EXERCISE INSTRUCTIONS
Find all lines in the records that include the word "rows", and copy them out.

[[ MATERIALS PROVIDED, beginning ]]

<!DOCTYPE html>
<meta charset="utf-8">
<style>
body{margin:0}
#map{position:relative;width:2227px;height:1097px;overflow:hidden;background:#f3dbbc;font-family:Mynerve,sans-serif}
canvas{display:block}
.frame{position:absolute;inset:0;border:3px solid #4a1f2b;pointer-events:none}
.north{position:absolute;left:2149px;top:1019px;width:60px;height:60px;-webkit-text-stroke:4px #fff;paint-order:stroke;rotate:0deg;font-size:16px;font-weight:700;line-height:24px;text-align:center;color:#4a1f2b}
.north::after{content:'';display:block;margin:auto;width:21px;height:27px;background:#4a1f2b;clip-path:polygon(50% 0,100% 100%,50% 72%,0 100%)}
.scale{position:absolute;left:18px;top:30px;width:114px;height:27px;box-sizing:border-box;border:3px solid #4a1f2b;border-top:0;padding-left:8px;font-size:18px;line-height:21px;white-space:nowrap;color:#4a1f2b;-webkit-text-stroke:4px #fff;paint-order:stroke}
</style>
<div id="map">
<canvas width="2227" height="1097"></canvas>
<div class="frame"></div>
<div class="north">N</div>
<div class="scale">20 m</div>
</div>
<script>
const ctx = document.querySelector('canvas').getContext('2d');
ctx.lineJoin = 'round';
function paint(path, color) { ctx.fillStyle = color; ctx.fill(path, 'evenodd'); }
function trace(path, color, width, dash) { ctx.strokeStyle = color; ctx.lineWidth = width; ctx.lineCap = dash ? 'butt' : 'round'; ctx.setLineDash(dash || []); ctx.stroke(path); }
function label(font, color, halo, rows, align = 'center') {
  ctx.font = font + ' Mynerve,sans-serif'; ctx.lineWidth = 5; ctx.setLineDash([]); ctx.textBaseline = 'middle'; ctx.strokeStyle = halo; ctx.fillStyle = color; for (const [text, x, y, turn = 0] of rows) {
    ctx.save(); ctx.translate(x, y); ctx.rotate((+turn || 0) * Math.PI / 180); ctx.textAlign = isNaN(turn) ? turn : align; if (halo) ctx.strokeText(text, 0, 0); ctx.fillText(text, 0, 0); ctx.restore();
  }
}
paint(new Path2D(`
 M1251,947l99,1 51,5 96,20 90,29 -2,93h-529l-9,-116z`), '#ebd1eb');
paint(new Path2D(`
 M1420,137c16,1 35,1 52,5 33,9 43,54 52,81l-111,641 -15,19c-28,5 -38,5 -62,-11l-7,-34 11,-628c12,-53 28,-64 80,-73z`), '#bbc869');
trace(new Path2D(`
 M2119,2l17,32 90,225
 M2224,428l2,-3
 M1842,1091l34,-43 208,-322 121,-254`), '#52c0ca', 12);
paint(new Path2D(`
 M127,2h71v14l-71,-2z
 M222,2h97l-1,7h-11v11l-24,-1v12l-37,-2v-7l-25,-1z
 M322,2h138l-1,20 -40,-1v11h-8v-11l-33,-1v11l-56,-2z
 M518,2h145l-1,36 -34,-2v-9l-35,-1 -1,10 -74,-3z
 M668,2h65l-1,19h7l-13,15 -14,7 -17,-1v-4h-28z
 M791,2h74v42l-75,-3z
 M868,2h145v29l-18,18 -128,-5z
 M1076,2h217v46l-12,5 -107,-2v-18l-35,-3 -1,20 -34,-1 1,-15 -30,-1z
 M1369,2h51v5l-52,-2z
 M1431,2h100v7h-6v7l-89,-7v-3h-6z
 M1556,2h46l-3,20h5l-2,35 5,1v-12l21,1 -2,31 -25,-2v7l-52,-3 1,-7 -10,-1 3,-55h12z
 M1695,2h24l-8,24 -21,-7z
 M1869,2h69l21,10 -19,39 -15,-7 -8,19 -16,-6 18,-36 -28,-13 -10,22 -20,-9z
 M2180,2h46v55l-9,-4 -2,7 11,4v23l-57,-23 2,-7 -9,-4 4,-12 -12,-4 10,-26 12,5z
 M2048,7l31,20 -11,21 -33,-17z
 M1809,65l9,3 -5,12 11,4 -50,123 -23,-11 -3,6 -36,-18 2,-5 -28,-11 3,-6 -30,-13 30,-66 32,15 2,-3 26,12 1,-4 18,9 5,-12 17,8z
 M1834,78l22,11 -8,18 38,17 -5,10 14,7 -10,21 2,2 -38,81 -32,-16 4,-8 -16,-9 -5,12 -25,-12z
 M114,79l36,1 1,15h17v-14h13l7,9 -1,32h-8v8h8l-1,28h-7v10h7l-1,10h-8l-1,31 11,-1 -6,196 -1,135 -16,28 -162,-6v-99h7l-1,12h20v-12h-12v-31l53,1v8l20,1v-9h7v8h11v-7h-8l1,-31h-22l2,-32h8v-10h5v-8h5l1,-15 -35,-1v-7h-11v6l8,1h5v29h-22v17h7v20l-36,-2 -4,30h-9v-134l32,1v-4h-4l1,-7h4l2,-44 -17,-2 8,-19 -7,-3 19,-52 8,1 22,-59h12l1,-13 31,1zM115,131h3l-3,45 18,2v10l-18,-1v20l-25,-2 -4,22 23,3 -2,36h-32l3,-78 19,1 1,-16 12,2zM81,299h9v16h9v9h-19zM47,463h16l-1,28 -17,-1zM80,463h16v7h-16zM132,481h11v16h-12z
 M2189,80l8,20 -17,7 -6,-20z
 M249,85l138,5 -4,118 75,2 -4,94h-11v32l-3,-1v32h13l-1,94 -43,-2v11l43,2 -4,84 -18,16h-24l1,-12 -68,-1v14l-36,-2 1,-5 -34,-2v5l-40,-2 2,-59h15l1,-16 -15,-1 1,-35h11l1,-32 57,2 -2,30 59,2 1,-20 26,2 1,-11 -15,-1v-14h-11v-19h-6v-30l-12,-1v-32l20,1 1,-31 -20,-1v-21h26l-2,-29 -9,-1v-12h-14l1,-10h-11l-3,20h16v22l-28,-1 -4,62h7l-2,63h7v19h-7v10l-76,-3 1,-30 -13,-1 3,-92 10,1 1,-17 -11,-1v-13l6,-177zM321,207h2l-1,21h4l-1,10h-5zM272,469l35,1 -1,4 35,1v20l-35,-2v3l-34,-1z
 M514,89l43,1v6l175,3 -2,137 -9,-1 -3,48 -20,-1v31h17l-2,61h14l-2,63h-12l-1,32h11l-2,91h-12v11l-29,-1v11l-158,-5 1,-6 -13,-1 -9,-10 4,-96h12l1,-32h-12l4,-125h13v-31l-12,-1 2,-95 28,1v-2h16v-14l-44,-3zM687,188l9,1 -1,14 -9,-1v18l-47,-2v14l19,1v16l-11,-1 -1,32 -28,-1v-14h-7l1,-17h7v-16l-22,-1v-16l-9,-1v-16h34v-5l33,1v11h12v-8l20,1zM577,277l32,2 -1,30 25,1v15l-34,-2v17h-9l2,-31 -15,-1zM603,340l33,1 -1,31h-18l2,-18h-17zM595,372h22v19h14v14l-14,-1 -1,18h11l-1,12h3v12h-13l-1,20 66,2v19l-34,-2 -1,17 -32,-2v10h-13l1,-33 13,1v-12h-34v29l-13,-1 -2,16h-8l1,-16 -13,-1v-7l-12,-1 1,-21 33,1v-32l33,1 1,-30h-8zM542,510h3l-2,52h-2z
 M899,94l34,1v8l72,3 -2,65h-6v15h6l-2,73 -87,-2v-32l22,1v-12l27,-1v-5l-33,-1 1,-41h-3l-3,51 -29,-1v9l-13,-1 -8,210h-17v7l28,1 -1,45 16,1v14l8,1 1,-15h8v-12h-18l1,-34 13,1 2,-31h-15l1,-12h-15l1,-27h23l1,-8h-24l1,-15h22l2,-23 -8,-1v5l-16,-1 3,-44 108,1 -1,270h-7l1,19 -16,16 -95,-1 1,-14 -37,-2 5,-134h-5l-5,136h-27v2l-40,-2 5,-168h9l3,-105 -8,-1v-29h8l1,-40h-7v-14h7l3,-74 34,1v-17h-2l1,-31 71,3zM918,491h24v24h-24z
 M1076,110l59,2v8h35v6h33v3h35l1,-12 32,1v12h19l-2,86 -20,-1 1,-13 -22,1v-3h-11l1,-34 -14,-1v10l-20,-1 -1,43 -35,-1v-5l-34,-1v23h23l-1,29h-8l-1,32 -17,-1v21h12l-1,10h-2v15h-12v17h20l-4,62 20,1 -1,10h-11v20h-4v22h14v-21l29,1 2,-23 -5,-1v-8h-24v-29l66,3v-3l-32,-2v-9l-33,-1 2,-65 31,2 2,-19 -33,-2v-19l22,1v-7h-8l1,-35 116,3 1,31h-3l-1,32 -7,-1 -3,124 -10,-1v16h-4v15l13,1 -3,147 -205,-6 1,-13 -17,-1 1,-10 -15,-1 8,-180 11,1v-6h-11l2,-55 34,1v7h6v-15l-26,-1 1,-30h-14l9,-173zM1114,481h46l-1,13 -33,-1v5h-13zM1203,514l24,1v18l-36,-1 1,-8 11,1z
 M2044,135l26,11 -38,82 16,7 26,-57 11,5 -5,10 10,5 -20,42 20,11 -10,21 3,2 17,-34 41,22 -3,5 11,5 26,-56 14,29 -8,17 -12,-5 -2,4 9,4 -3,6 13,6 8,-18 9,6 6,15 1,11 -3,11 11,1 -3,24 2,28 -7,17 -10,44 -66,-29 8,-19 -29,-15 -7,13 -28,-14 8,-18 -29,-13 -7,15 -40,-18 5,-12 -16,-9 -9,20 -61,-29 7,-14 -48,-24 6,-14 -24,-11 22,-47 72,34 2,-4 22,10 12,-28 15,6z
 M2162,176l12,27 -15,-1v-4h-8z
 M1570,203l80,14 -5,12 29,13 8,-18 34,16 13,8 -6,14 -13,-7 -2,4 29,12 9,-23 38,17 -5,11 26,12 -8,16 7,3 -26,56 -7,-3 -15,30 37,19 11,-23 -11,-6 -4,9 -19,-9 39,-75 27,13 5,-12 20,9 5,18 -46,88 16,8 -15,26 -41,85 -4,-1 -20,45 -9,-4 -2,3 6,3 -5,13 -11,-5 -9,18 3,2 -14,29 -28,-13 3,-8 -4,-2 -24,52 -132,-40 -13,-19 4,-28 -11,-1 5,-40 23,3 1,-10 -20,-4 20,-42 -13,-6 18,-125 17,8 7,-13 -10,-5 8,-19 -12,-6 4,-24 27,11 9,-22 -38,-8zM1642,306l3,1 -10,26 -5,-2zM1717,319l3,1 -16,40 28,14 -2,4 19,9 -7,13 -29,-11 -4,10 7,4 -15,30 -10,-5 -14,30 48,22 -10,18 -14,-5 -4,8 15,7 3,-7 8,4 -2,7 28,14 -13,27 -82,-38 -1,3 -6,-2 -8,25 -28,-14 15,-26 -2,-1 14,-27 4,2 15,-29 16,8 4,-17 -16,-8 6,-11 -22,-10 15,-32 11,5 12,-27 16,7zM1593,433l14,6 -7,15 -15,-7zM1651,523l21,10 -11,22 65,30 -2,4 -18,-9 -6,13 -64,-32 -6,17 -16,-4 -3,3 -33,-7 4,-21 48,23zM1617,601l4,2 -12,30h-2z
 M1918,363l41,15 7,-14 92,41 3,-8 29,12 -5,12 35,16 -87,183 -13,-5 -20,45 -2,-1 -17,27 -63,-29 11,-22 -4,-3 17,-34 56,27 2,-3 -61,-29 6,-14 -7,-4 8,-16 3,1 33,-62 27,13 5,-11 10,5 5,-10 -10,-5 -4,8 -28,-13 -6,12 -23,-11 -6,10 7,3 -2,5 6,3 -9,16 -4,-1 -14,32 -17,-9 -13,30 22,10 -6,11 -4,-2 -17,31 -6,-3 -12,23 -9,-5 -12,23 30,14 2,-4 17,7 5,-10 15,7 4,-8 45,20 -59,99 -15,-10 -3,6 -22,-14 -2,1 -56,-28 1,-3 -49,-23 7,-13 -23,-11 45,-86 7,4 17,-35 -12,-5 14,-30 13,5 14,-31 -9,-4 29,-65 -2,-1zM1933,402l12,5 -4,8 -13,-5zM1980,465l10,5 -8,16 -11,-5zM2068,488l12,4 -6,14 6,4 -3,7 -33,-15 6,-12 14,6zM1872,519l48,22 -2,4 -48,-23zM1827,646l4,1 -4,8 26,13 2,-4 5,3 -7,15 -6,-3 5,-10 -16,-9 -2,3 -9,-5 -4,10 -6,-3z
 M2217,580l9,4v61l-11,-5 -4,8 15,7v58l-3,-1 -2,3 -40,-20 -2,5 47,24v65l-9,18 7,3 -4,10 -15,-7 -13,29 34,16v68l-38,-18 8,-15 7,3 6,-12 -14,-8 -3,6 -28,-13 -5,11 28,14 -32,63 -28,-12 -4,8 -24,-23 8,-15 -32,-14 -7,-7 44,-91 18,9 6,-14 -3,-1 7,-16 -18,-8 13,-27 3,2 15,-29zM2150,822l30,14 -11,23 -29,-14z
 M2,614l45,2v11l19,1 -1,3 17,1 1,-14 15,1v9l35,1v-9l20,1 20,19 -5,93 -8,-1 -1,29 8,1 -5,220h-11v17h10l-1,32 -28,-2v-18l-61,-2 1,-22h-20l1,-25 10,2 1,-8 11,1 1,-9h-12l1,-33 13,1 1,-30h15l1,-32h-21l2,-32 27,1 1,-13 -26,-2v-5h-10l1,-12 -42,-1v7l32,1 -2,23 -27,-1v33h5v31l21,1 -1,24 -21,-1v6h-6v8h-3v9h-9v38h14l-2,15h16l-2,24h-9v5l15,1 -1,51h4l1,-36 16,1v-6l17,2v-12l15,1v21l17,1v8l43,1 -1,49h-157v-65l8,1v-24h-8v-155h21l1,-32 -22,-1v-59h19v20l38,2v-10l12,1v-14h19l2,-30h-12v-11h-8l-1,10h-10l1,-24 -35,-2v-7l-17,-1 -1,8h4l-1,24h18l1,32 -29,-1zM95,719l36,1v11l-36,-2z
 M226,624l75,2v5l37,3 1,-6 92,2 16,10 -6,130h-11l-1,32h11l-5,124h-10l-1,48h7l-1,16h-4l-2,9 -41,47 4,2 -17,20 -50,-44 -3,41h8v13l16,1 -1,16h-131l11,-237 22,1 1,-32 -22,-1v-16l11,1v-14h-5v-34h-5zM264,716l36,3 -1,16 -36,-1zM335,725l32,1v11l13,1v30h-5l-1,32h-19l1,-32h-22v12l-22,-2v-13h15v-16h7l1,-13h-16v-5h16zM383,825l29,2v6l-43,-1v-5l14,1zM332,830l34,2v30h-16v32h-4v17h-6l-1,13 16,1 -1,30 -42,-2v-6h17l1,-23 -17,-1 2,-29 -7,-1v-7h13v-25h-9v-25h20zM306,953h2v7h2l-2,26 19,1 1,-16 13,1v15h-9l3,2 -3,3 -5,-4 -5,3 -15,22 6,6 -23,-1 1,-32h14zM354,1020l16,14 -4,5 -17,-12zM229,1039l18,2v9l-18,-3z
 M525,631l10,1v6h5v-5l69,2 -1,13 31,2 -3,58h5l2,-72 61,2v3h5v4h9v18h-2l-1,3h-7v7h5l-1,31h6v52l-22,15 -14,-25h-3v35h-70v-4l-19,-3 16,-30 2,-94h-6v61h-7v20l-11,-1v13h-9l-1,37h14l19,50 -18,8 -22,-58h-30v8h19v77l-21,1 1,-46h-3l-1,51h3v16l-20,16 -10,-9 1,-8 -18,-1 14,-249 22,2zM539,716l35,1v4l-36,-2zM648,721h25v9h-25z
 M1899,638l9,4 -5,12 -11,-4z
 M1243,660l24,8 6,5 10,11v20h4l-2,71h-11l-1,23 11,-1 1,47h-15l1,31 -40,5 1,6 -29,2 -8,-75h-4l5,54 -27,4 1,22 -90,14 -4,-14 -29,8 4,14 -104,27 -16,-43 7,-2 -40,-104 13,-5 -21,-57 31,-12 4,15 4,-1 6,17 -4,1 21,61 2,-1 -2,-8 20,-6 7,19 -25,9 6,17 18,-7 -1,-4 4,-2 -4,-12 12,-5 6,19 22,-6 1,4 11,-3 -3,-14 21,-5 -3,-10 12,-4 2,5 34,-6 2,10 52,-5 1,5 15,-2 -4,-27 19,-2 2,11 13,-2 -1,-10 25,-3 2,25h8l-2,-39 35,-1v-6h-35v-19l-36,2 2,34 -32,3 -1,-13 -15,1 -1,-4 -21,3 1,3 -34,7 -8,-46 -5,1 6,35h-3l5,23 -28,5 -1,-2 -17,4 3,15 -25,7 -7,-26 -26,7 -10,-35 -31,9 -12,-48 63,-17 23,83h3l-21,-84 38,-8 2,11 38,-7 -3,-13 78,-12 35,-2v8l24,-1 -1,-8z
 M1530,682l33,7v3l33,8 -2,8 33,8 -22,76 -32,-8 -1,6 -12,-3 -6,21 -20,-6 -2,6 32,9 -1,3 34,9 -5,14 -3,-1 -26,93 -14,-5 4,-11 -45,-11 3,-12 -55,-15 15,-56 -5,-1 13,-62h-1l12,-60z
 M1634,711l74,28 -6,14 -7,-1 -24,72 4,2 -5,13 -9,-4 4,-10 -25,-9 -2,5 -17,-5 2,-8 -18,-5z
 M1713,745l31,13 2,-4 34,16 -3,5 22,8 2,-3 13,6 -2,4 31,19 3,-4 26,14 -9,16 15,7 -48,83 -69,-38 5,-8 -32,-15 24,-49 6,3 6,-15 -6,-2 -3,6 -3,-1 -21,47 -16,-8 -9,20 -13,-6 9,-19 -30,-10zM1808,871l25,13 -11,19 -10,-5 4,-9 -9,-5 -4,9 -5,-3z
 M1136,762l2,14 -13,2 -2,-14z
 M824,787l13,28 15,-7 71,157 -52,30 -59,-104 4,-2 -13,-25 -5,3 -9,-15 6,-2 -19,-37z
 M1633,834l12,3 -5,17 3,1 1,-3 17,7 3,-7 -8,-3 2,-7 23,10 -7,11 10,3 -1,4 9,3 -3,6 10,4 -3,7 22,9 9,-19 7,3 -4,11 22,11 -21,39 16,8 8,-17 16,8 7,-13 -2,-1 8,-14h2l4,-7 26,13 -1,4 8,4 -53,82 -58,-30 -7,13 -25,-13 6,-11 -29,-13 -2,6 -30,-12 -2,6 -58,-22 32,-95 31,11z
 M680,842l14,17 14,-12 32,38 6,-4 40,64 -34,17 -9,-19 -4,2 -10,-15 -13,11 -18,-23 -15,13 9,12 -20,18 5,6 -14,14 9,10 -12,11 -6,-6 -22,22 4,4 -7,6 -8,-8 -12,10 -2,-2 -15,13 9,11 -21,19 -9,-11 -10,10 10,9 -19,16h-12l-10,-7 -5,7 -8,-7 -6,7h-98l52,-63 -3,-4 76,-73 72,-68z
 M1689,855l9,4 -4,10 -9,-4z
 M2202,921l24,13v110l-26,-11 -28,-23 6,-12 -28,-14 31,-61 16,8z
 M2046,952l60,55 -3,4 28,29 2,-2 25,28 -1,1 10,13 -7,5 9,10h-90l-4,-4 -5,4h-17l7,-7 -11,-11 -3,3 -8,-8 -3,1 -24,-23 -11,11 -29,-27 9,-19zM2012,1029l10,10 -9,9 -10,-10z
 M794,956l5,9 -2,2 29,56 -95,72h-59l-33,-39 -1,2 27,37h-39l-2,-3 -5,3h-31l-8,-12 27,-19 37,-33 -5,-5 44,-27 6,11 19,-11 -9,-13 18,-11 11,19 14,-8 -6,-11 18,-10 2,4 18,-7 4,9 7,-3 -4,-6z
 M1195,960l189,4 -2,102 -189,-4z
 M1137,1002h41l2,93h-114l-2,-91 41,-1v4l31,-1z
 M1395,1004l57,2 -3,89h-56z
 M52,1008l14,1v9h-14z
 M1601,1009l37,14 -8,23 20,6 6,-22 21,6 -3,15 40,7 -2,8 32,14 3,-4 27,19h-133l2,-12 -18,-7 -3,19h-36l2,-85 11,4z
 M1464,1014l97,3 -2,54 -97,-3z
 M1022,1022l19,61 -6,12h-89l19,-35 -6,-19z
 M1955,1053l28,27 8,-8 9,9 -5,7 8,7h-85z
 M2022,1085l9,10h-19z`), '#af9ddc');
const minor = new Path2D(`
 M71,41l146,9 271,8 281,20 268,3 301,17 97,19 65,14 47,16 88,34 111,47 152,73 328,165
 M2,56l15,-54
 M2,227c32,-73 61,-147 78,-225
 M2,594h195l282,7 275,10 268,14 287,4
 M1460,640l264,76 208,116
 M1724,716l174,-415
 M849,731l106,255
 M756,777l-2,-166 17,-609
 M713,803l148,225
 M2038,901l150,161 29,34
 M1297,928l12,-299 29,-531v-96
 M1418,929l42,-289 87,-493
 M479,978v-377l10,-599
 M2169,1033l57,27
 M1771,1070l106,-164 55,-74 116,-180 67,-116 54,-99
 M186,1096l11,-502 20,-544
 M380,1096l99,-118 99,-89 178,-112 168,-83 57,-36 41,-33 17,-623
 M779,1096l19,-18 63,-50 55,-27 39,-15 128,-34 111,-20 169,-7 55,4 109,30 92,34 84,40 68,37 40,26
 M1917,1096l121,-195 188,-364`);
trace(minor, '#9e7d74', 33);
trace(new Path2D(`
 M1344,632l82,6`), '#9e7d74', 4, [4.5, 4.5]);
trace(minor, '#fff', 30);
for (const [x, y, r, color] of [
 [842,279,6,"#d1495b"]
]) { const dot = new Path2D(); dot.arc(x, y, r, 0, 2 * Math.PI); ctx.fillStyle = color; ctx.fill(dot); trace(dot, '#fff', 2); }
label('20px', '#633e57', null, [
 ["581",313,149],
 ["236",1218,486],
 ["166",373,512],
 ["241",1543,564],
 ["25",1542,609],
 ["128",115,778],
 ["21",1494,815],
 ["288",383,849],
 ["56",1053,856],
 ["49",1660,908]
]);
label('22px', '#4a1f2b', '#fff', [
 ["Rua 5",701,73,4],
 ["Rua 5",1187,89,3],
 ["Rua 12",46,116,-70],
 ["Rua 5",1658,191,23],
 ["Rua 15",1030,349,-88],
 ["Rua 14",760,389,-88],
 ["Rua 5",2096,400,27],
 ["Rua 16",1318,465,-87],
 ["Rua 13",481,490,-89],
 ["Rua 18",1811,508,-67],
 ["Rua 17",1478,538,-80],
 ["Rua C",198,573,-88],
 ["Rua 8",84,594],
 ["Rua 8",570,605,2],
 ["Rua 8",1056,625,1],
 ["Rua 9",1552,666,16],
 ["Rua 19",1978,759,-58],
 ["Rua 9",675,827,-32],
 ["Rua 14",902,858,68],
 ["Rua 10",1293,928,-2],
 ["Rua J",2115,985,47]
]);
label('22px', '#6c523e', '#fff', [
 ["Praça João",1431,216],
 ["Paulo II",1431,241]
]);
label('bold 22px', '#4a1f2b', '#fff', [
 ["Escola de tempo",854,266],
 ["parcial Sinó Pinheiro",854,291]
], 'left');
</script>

[[ MATERIALS PROVIDED, end ]]

WRITTEN SOLUTION
function label(font, color, halo, rows, align = 'center') {
  ctx.font = font + ' Mynerve,sans-serif'; ctx.lineWidth = 5; ctx.setLineDash([]); ctx.textBaseline = 'middle'; ctx.strokeStyle = halo; ctx.fillStyle = color; for (const [text, x, y, turn = 0] of rows) {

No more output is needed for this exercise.